Data shown
------------------------

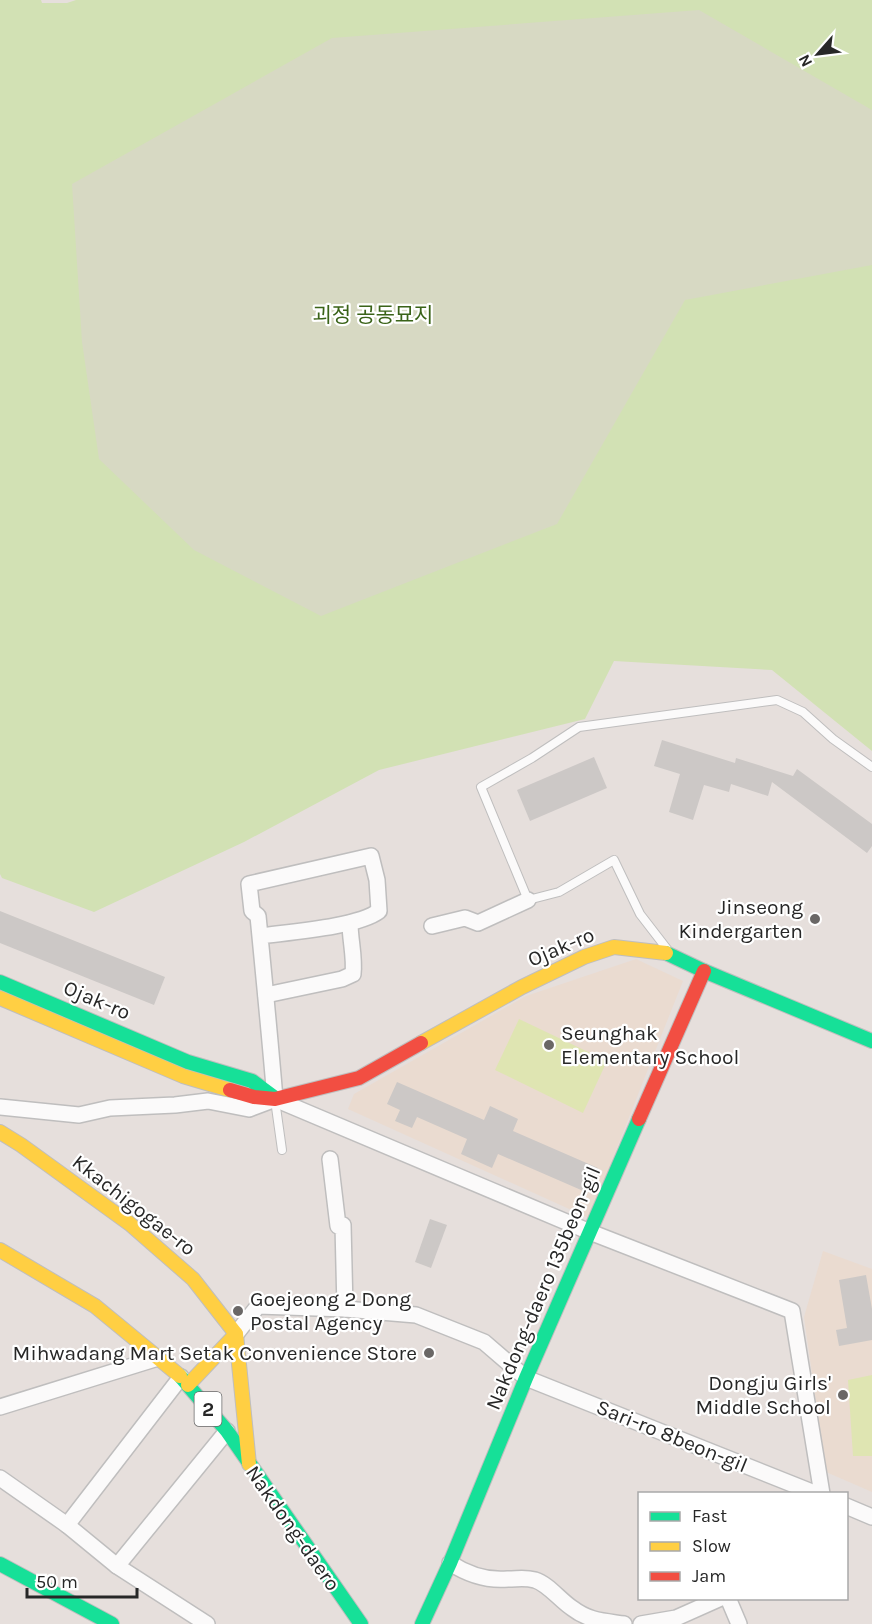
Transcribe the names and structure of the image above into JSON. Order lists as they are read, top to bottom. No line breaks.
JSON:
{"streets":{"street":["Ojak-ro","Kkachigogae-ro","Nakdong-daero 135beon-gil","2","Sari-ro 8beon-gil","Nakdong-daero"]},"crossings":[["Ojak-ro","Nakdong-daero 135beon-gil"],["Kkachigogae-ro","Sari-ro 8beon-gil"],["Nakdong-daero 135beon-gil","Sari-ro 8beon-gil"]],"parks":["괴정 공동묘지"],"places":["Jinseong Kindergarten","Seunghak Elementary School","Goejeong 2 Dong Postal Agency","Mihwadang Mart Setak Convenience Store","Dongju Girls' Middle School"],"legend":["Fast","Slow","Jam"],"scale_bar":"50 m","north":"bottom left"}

------------------------

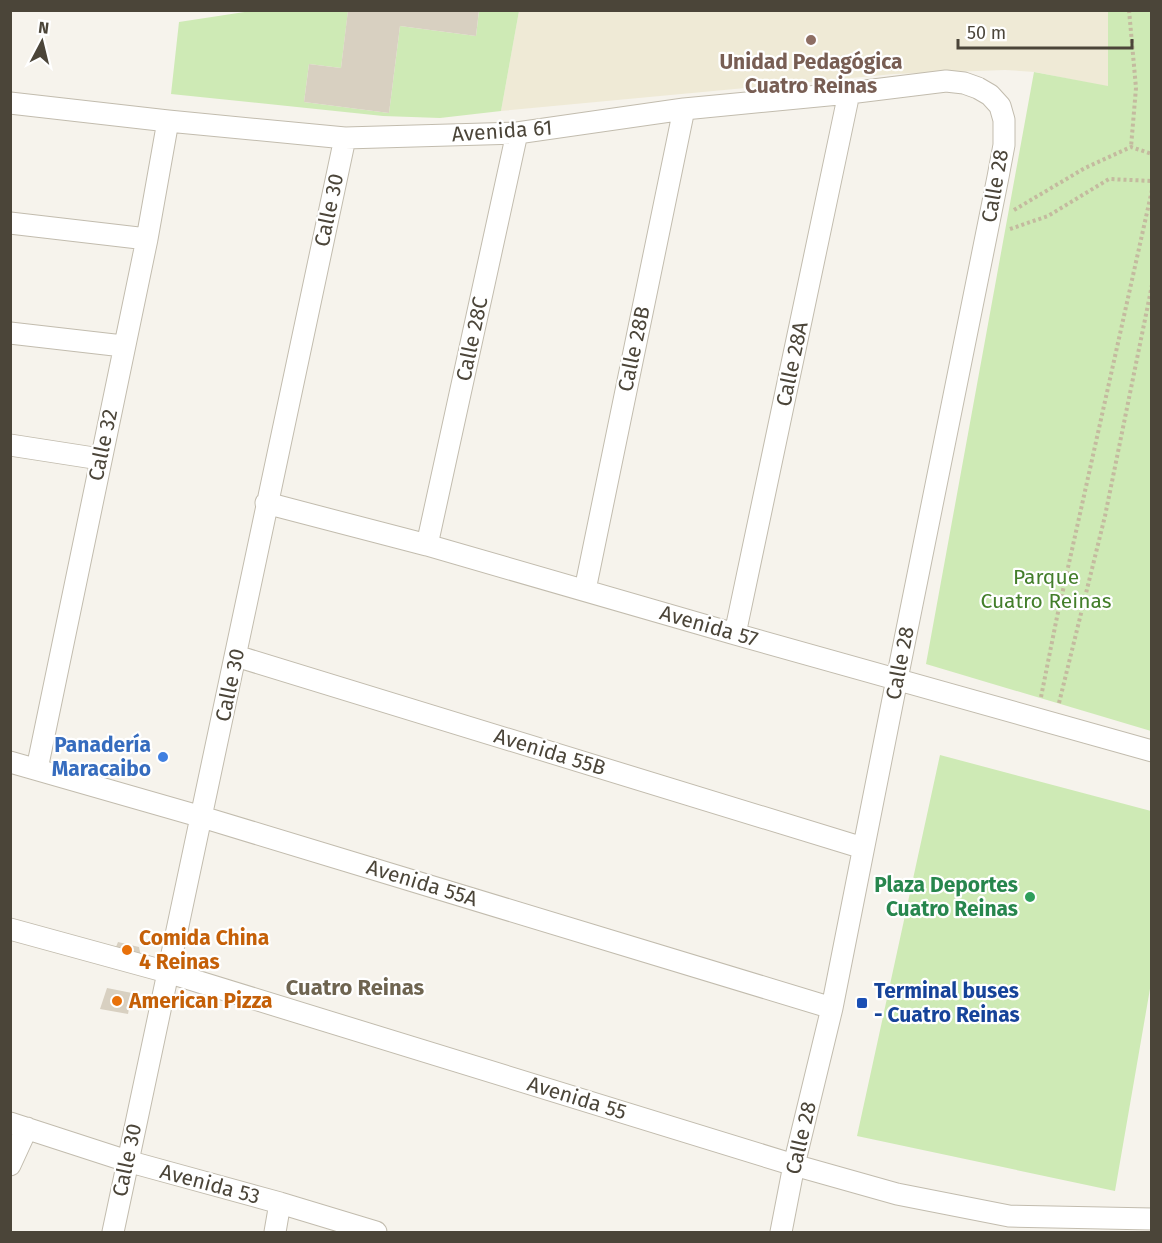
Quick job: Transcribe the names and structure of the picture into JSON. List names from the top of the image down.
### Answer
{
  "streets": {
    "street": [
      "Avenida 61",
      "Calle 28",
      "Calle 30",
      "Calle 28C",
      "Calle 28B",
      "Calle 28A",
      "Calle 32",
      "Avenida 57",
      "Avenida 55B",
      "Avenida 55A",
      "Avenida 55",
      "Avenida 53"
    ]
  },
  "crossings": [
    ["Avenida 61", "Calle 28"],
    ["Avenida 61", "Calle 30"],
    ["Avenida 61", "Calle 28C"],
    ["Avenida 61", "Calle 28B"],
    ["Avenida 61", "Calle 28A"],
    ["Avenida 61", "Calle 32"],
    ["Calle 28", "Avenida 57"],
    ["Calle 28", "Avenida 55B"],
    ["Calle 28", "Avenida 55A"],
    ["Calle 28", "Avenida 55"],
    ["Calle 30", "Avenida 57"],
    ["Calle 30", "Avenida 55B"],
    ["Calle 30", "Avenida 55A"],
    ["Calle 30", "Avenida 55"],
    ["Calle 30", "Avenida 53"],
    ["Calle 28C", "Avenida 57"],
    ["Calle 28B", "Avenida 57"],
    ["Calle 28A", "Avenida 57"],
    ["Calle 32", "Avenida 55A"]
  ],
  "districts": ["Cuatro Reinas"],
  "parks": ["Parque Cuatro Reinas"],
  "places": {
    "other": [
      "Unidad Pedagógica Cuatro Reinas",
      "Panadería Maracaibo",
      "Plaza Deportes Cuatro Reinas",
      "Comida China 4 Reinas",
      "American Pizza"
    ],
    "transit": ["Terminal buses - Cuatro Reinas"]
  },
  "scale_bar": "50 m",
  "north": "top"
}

------------------------

Problem description
Go through the material above and count the lines that contain "Transcribe"; give that number alone.

Task output
2